Role Overview
- Proactively identify, prioritize, and curate relevant public and client-driven benchmarks across our target use cases and markets.
- Evaluate candidate benchmarks for clarity, data quality, evaluation methodology, and fit with our model roadmap.
- Run benchmarks with baseline models to validate setup, uncover edge cases, and de‑risk R&D runs.
- Hand off “benchmark-ready” packages to R&D (specs, data, evaluation scripts, expected metrics, constraints).
- Maintain a shared vocabulary and documentation around benchmarks, datasets, and evaluation formats that GTM and R&D can both use.
- Track and organize benchmark results, model leaderboards, and “what good looks like” for different customers and scenarios.
- Contribute to demos and public‑facing proof points based on benchmark outcomes.
Requirements
It's always a pleasure to say hi!

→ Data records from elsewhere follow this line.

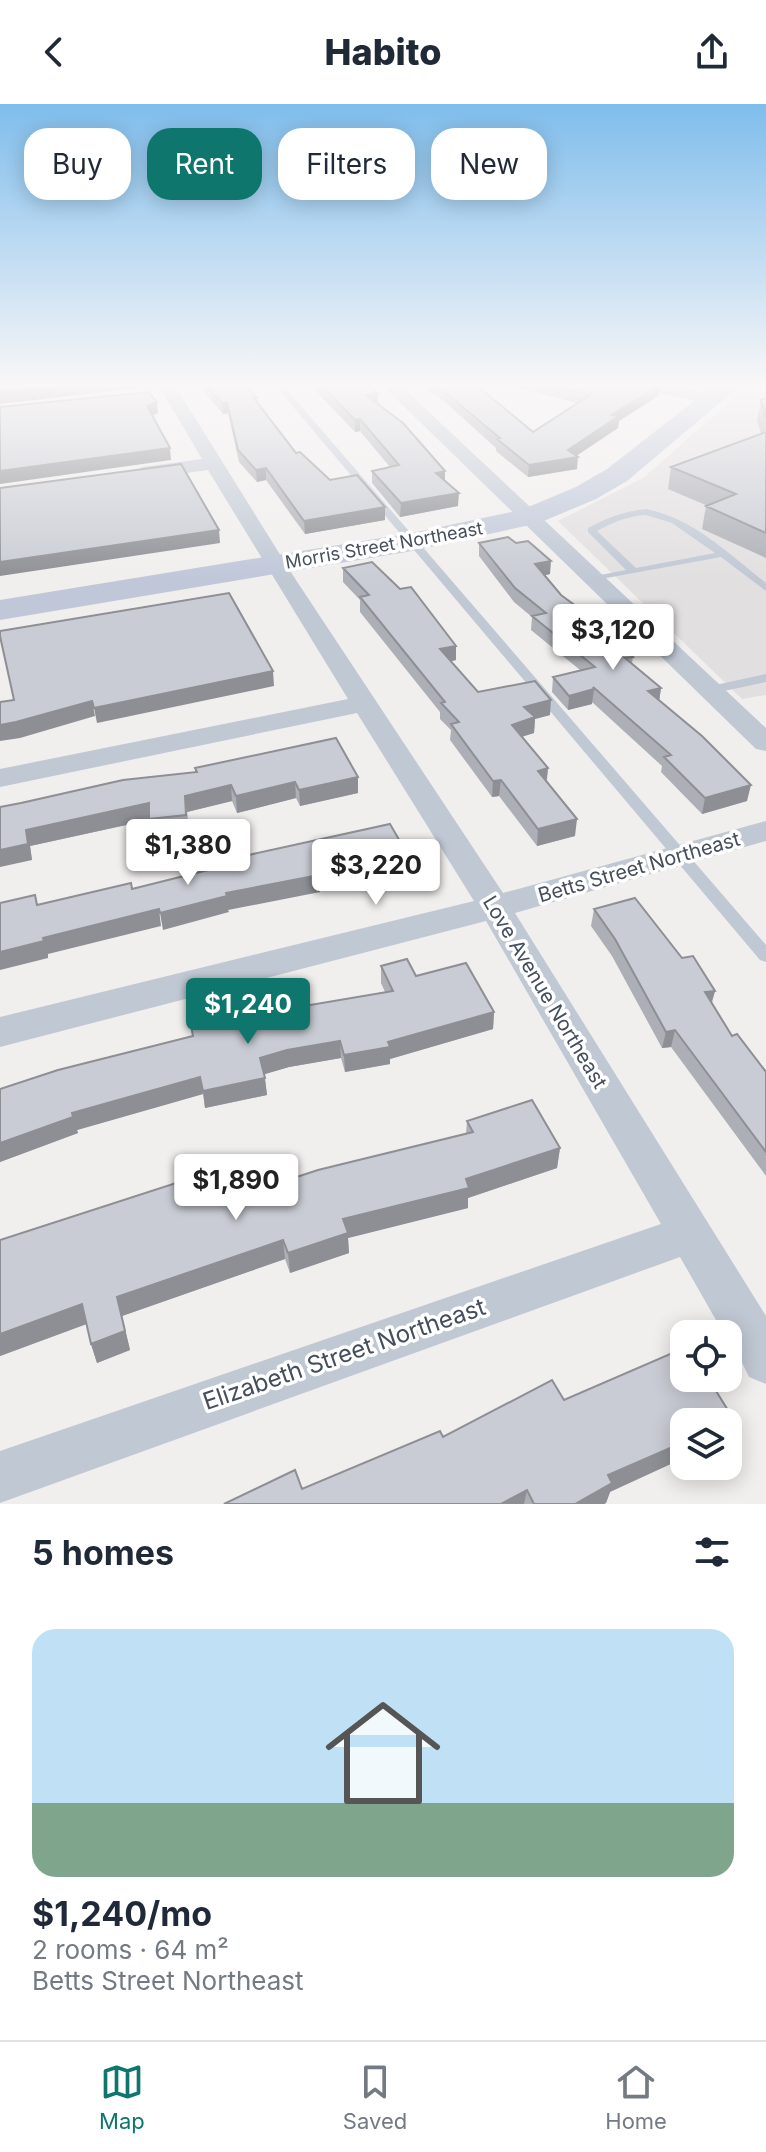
<!DOCTYPE html>
<html lang="en">
<head>
<meta charset="utf-8">
<style>
	:root { --surface:#fff; --page:#f2f2f3; --text:#1f2937; --muted:#747a83; --line:#e0e1e3; --accent:#0f766e }
	body { margin:0; font-family:Inter,sans-serif; background:var(--page); color:var(--text); height:100vh; display:flex; flex-direction:column; font-size:30px; white-space:nowrap }
	* { box-sizing:border-box; margin:0 }
	p { font-size:26px; color:var(--muted) }
	.icon { flex:none; width:44px; height:44px; fill:none; stroke:currentColor; stroke-width:2; stroke-linecap:round; stroke-linejoin:round }
	.map { position:relative; height:1400px; overflow:hidden }
	.drawer { display:flex; flex-direction:column; background:var(--surface); flex:1 }
	.drawer>* { flex:none }
	.top-card { position:absolute; left:24px; top:24px; width:718px; height:72px; display:flex; gap:16px }
	.buttons { position:absolute; left:670px; top:1216px; display:grid; gap:16px }
	.buttons a { display:grid; place-items:center; width:72px; height:72px; border-radius:16px; background:var(--surface); box-shadow:0 4px 20px #0003; font-size:40px }
	.price { position:absolute; translate:-50% -68px; padding:0 18px; border-radius:8px; background:#fff; color:#222; font-size:26px; line-height:52px; filter:drop-shadow(0 2px 4px #0008) }
	.price::after { content:''; position:absolute; left:50%; top:48px; width:24px; height:18px; margin-left:-12px; background:inherit; clip-path:polygon(0 0,100% 0,50% 100%) }
	.price.on { background:var(--accent); color:#fff }
	ul { padding:0; list-style:none }
	li { display:grid; align-content:center; gap:16px; height:424px; padding:0 32px }
	li+li { border-top:2px solid var(--line) }
	li span { display:grid; place-items:center; height:248px; border-radius:24px; color:#555 }
	li>.icon { margin-inline-start:auto }
	span .icon { width:144px; height:144px; fill:#fffc; stroke-width:1 }
	li b { font-size:34px }
	h2 { display:flex; justify-content:space-between; align-items:center; height:96px; padding:0 32px; font-size:34px }
	.tag { padding:0 28px; border-radius:24px; background:var(--surface); box-shadow:0 4px 20px #0003; font-size:28px; line-height:72px }
	.tag.on { background:var(--accent); color:#fff }
	header { display:flex; justify-content:space-between; align-items:center; height:104px; padding:0 32px; background:var(--surface); font-size:36px; font-weight:800 }
	.tab-bar { display:flex; justify-content:space-around; align-items:center; height:112px; border-top:2px solid var(--line); background:var(--surface); font-size:22px; color:var(--muted) }
	.tab-bar a { display:grid; justify-items:center; gap:4px }
	.tab-bar .on { color:var(--accent) }
	.map>svg:first-child { display:block }
</style>
</head>
<body>
<header><svg class="icon" aria-label="back" viewBox="0 0 24 24"><path d="M15 5l-7 7 7 7"/></svg>Habito<svg class="icon" aria-label="share" viewBox="0 0 24 24"><path d="M12 15V3M7 8l5-5 5 5M5 13v7h14v-7"/></svg></header>
<div class="map">
<svg width="766" height="1400" viewBox="0 0 766 1400">
	<rect width="100%" height="100%" fill="#f1eeee"/>
	<!-- education -->
	<path fill="#e2dfe0" d="M750,280H766V591L742,595L558,417L643,374Z"/>
	<g fill="none" stroke-linecap="round" stroke-linejoin="round">
		<!-- lane -->
		<path fill="#c0c8d4" fill-rule="evenodd" d="M274,280H282L766,841V858L760,856Z
			M646,405C693,414 729,450 766,479V487L721,453L590,477V473L626,466L588,428V424C607,414 624,407 646,405ZM646,411L672,419L715,449L636,464L597,427C614,418 627,412 646,411Z
			M766,570V578L710,590L704,586L706,583Z"/>
		<!-- street -->
		<path fill="#c0c8d4" fill-rule="evenodd" d="M158,280H174L294,473L503,789L766,717V737L515,809L766,1212V1280L749,1273L728,1230H724L680,1153L0,1399V1347L661,1120L486,817L0,943V913L474,797L357,609L0,683V665L348,595L208,366L142,375L132,369L142,363L202,355Z
			M381,280H399L766,624V647L756,645Z
			M631,280H663L718,291L721,295L712,300L639,285Z"/>
		<!-- secondary -->
		<path fill="#bfc7d9" fill-rule="evenodd" d="M716,280H742L627,377L596,395L539,419L412,447L0,516V496L412,429L521,406L576,383L607,365Z"/>
	</g>
	<!-- wall -->
	<path fill="#adafb6" d="M199,280H245L258,300L296,349L330,376L385,416L305,430L266,376L257,378L239,358L228,309L223,310L200,283Z
		M309,280H368L378,289V300L445,377L458,402L400,413L372,379V367L390,363L360,327L355,328Z
		M420,280H475L533,328L577,299L503,280L660,281L658,292L619,317L618,324L576,352L577,365L528,373L496,347V344L444,297Z
		M766,294V454L702,425L706,402H708L668,385L671,363L761,330L757,316L761,296Z
		M479,439L550,470L545,471L561,491L633,553L632,559L661,584L659,596L747,697L702,710L661,668L662,662L592,598V600L568,606L552,588L553,573L580,566L531,526L532,513L514,498L479,452Z
		M343,464L456,542V556L451,557L478,588L550,611L535,615L534,629L522,633L548,664L547,677L575,732L537,742L499,692L492,693L450,636L451,626L440,615V608L360,508V496L343,478Z
		M195,664L358,689L300,702L296,694L237,709L232,697L187,708L189,727L152,731L149,716L30,742L32,756L0,703L195,668Z
		M594,805L682,854L715,887L712,899L732,932L766,968V1072L671,943L662,944L612,852L591,822Z
		M381,862L416,872L494,908L493,925L390,955V960L345,968L341,954L289,963L264,970L267,991L205,1004L203,990L77,1026L78,1029L0,1058V985L385,888L381,879Z
		M467,1017L560,1044L557,1064L468,1094V1104L348,1134L349,1149L290,1169L285,1155L122,1212L130,1246L97,1259L91,1240L87,1220L0,1252V1136L217,1099L466,1030Z
		M443,1333L610,1388L606,1399L604,1400H224L302,1385Z"/>
	<!-- shaded-wall -->
	<path fill="#8d8f94" d="M73,280H136L137,284L0,300V288Z
		M660,281L658,292L619,317L618,324L573,354L578,353L577,365L528,373L529,361L568,346L612,311Z
		M378,289V301L366,291Z
		M157,298L158,309L149,313L147,302Z
		M227,298L228,309L223,310L222,299Z
		M360,315V327L355,328V316Z
		M170,344L171,356L0,380V367Z
		M266,364V376L257,378L256,366Z
		M445,367V380L436,369Z
		M459,389L458,402L400,413L401,399Z
		M385,403V416L305,430L304,417Z
		M219,426L220,439L0,472V458Z
		M551,457L550,470L534,474L535,460Z
		M456,542V556L440,560V545Z
		M273,567L274,582L97,619L94,604Z
		M661,584L659,598L648,587Z
		M594,585L592,600L568,606L569,592Z
		M551,596L550,611L535,615L534,629L510,636L512,621L524,603Z
		M92,597L95,612L20,634L0,637V621Z
		M548,664L546,680L538,667Z
		M358,673V689L300,702L299,686Z
		M501,676L499,692L492,693L493,677Z
		M295,678L296,694L237,709L236,692Z
		M231,681L232,697L187,708L189,727L185,692Z
		M751,681L747,697L702,710L705,694Z
		M149,699V716L30,742L32,756L0,763V746L26,726Z
		M577,715L575,732L537,742L538,725Z
		M405,746L404,762L319,781L320,788L228,806L229,808L163,826L160,809L226,789L317,765Z
		M159,805L161,822L48,850V854L0,866V848L43,834Z
		M715,887L710,903L705,888Z
		M494,908L493,925L390,955V960L345,968L344,951Z
		M675,926L671,943L662,944L666,928Z
		M340,937L341,954L289,963L262,971L260,954L287,946Z
		M200,973L203,990L77,1026L78,1029L0,1058V1039L72,1009Z
		M265,974L267,991L205,1004L203,987Z
		M560,1044L557,1064L468,1094V1104L348,1134L349,1149L290,1169L288,1149L343,1115Z
		M283,1136L285,1155L122,1212L130,1246L97,1259L91,1240L117,1193Z
		M82,1200L89,1219L0,1252V1230Z
		M734,1316L728,1329V1318Z
		M684,1338V1354L610,1388L606,1399L604,1400H575L608,1371Z
		M527,1386L524,1400H501Z"/>
	<!-- building -->
	<path fill="#c9ccd4" stroke="#8d8f94" stroke-width="2" d="M0,280H73L0,288Z
		M205,280H245L257,294H254L296,349L300,348L330,376L357,371L385,403L304,417L266,364L256,366L238,346L227,298L222,299Z
		M320,280H368L378,289L366,291L403,319L445,367L436,369L459,389L401,399L372,367L399,361L360,315L355,316Z
		M435,280H475L533,328L590,291L547,280L660,281L612,311L619,312L568,346L578,353L529,361L497,335L500,334Z
		M148,288L157,298L147,302L170,344L0,367V303Z
		M766,294V313L761,296Z
		M766,328V429L706,402L736,390L671,363Z
		M181,360L219,426L0,458V384Z
		M508,433L516,439L528,437L551,457L535,460L561,491L603,522L633,553L625,554L661,584L648,587L702,632L751,681L705,694L664,653L671,651L593,583L594,585L569,592L553,573L595,563L532,512L546,509L515,484L479,439Z
		M372,458L400,485L411,483L456,542L440,545L478,588L535,577L551,596L524,603L535,613L512,621L548,664L538,667L577,715L538,725L501,676L493,677L451,620L459,618L441,599L445,598L360,493L369,491L343,464Z
		M229,489L273,567L94,604L92,597L16,618L0,621V598L14,596L0,532V527Z
		M336,634L358,673L299,686L295,678L236,692L231,681L185,692L186,711L149,715V699L26,726L28,740L0,746V703L21,699L123,676L197,668L195,664Z
		M390,720L405,746L317,765L319,771L226,789L227,792L160,809L159,805L43,834L44,837L0,848V799L35,791L37,801L131,779L132,785L236,759L235,754Z
		M635,794L682,854L693,852L715,887L705,888L732,932L737,930L766,968V1048L675,926L666,928L615,835L594,805Z
		M407,855L416,872L466,859L494,908L388,938L390,943L344,951L340,937L287,946L260,954L265,974L203,987L200,973L72,1009L73,1013L0,1039V985L58,966L193,932L191,921L393,887L381,862Z
		M532,996L560,1044L466,1075L469,1084L343,1115L348,1129L288,1149L283,1136L117,1193L125,1227L91,1240L82,1200L0,1230V1136L207,1069L217,1099L318,1066L473,1028L467,1017Z
		M684,1244V1274H708L734,1316L728,1318H684V1338L608,1371L612,1379L575,1400H534L527,1386L501,1400H224L295,1366L302,1385L440,1327L443,1333L552,1276L564,1296Z"/>
	<!-- sky -->
	<linearGradient id="sky" x2="0" y2="1"><stop stop-color="#7fbdec"/><stop offset="0.59" stop-color="#f9f7f7"/><stop offset="1" stop-color="#f9f7f7" stop-opacity="0"/></linearGradient>
	<rect width="766" height="476" fill="url(#sky)"/>
	<g text-anchor="middle" dominant-baseline="central" stroke-width="7" stroke-linejoin="round" paint-order="stroke">
		<!-- far-street labels -->
		<g font-size="18" fill="#454e5d" stroke="#fff">
			<text transform="translate(384 441) rotate(-10)">Morris Street Northeast</text>
		</g>
		<!-- street labels -->
		<g font-size="20" fill="#454e5d" stroke="#fff">
			<text transform="translate(639 763) rotate(-16)">Betts Street Northeast</text>
			<text transform="translate(545 888) rotate(59)">Love Avenue Northeast</text>
		</g>
		<!-- near-street labels -->
		<g font-size="24" fill="#454e5d" stroke="#fff">
			<text transform="translate(344 1250) rotate(-19)">Elizabeth Street Northeast</text>
		</g>
	</g>
</svg>
<div class="buttons">
<a><svg class="icon" aria-label="locate" viewBox="0 0 24 24"><circle cx="12" cy="12" r="6"/><path d="M12 2v4M12 18v4M2 12h4M18 12h4"/></svg></a>
<a><svg class="icon" aria-label="layers" viewBox="0 0 24 24"><path d="M12 4l9 5-9 5-9-5zM3 14l9 5 9-5"/></svg></a>
</div>
<b class="price" style="left:613px;top:568px">$3,120</b>
<b class="price" style="left:188px;top:783px">$1,380</b>
<b class="price" style="left:376px;top:803px">$3,220</b>
<b class="price on" style="left:248px;top:942px">$1,240</b>
<b class="price" style="left:236px;top:1118px">$1,890</b>
<div class="top-card">
<a class="tag">Buy</a>
<a class="tag on">Rent</a>
<a class="tag">Filters</a>
<a class="tag">New</a>
</div>
</div>
<section class="drawer">
<h2>5 homes<svg class="icon" aria-label="filters" viewBox="0 0 24 24"><path d="M4 7h16M4 17h16"/><circle cx="9" cy="7" r="2"/><circle cx="15" cy="17" r="2"/></svg></h2>
<ul>
<li><span style="background:linear-gradient(#bfe0f5 70%,#7fa58c 0)"><svg class="icon" aria-label="home" viewBox="0 0 24 24"><path d="M3 11l9-7 9 7M6 9v11h12V9"/></svg></span><div><b>$1,240/mo</b><p>2 rooms · 64 m²</p><p>Betts Street Northeast</p></div></li>
</ul>
</section>
<nav class="tab-bar">
<a class="on"><svg class="icon" aria-label="map" viewBox="0 0 24 24"><path d="M3 6l6-2 6 2 6-2v14l-6 2-6-2-6 2zM9 4v14M15 6v14"/></svg>Map</a>
<a><svg class="icon" aria-label="saved" viewBox="0 0 24 24"><path d="M7 4h10v16l-5-4-5 4z"/></svg>Saved</a>
<a><svg class="icon" aria-label="home" viewBox="0 0 24 24"><path d="M3 11l9-7 9 7M6 9v11h12V9"/></svg>Home</a>
</nav>
</body>
</html>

If you could leave us 2-3 lines, we'd really appreciate that.
- You are expected to meet at least one of the following criteria:
- You were an ICPC World Finalist, or an IOI, IMO, IOAI or IPhO medalist in High School.
- You have published a research paper at an A-rated o A*-rated venue (according to ICORE).
- You have completed coding projects
- ideally with a GitHub repository showcasing previous work.
- You were an intern at a leading Machine Learning research center (e.g. at: Google Brain / Deepmind, Apple, Meta, Anthropic, Nvidia, MILA).
- You can get a warm recommendation from you university faculty member.
- Have experience with ML/LLM evaluation, data science, or technical product roles, ideally around benchmarks or experimentation.
- Are comfortable reading papers, leaderboards, and Github repos, and turning them into clear, repeatable benchmark specs.
- Can talk comfortably with both engineers and customers, and translate between technical detail and business value.
- Care about high-quality data, reproducible experiments, and crisp documentation.
- Are respectful of others.
- Are fluent in English.
Benefits
- Join an intellectually stimulating work environment.
- During your internship, you will collaborate on a cutting edge research project.
- Be a pioneer: you get to work with a new type of "Live AI" challenges.
- Be part of one of an early-stage AI startup that believes in impactful research and foundational changes.